As the summer presses on the populations that were established extend outward as patches of milkweed are devoured. Then heading as they all start heading south a wave of Monarchs in the New England area all follow the coast line. Cape May, NJ. is a fantastic spot to see them passing through. A few years back I was there and saw they'd planted a huge stand of Sea Side Goldenrod, Solidago sempervirens, which was in spectacular bloom when I visited but is likely now all died out.

Sea Side Goldenrod is a fantastic plant that can take a beating. It's able to grow in 100% sand at the beach! I don't think it survives the tide coming in but it can take high levels of salt. Thing is, it also grows a lot better in clay soil and garden soil too. And I find it's that way with a lot of plants that are supposedly tough to kill, hardy, drought tolerant.

 
One key plant I feel that helps draw in the Monarchs is Meadow Liatris, Liatris ligulistylus. Tragically this is a biannual that doesn't reseed well in my garden. I have several of these though in a pot that came back from last year so maybe that's the key. They were part of a flat of 50 plants and all the ones I placed into the ground died!

This is easily their favorite nectar plant until it finally stops blooming. There's always at least one or two out there fighting over it. 


Joe Pye Weed is another native though certainly not high on the list. At last not in my garden. The plants at the Mt. Cuba Center got more attention than mine but they don't have any Meadow Liatris around.

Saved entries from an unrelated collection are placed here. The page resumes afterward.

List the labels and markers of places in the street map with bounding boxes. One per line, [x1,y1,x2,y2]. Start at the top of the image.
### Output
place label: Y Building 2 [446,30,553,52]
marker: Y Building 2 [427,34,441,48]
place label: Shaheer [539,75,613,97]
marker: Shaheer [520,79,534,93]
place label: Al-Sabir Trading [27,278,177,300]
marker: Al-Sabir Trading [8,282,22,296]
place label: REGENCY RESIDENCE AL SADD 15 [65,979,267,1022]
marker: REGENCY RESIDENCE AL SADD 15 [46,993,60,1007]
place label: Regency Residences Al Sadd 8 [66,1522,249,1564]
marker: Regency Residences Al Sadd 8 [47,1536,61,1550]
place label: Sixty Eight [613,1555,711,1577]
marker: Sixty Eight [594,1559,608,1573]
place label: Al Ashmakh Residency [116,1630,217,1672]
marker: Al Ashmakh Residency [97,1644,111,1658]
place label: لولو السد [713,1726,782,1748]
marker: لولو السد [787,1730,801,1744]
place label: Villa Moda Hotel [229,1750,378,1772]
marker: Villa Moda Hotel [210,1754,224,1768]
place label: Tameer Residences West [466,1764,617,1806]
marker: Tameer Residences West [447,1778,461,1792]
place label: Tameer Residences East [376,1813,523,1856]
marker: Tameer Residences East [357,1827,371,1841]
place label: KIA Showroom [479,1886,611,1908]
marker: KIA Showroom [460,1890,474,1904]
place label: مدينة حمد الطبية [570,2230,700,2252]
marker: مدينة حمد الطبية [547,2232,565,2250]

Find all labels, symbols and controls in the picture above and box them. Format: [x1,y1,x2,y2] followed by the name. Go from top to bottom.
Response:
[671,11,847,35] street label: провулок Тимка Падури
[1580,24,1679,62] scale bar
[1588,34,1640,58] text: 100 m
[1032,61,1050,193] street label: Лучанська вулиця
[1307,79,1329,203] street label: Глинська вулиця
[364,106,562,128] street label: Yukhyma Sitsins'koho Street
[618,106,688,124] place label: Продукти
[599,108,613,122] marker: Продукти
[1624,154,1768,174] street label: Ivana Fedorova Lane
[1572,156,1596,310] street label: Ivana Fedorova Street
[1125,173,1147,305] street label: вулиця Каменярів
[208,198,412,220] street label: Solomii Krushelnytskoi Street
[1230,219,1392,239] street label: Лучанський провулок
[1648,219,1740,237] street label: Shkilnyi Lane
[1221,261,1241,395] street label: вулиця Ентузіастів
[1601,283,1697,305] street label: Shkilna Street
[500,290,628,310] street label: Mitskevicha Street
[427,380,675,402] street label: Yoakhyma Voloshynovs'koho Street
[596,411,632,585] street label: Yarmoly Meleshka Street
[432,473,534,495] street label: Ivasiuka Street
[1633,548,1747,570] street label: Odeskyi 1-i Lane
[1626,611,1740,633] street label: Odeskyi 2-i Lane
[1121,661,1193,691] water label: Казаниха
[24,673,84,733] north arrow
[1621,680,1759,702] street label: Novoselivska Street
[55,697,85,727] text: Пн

Buttonbush, Cephalanthus occidentalis, might as well be marketed as White Butterfly Bush. For years I've thought this was one of the best nectarine plants North America had to offer. There really isn't a kind of bee or butterfly I haven't seen on it. And for years I thought what a shame it only blooms for a week or two... but this year something neat happened with one of my plants. Mysteriously it leafed out in an odd pattern with the lower branches becoming fully green before the ones higher up and then also produced newer branches up at the top. The result was that these locations all produced flower buds a week apart from one another and then bloomed first on the old growth and worked it way up to the new. So this year I got about three weeks of flowering out of it. Apparently older shrubs do this, which makes me glad I planted 2 more around the house.
 
Besides the Liatris I'd say the Mexican Sunflowers is the Monarch's second favorite nectar plant. And once the Liatris finished flowering they were all over these in my yard, favoring them over the Joe Pye Weed, Buttonbush, Phlox and Ironweed. They still visited all of these plants but I could always guarantee to find a Monarch on the Mexican Sunflowers whereas sometimes I'd walk my garden and rarely see them on any of the others.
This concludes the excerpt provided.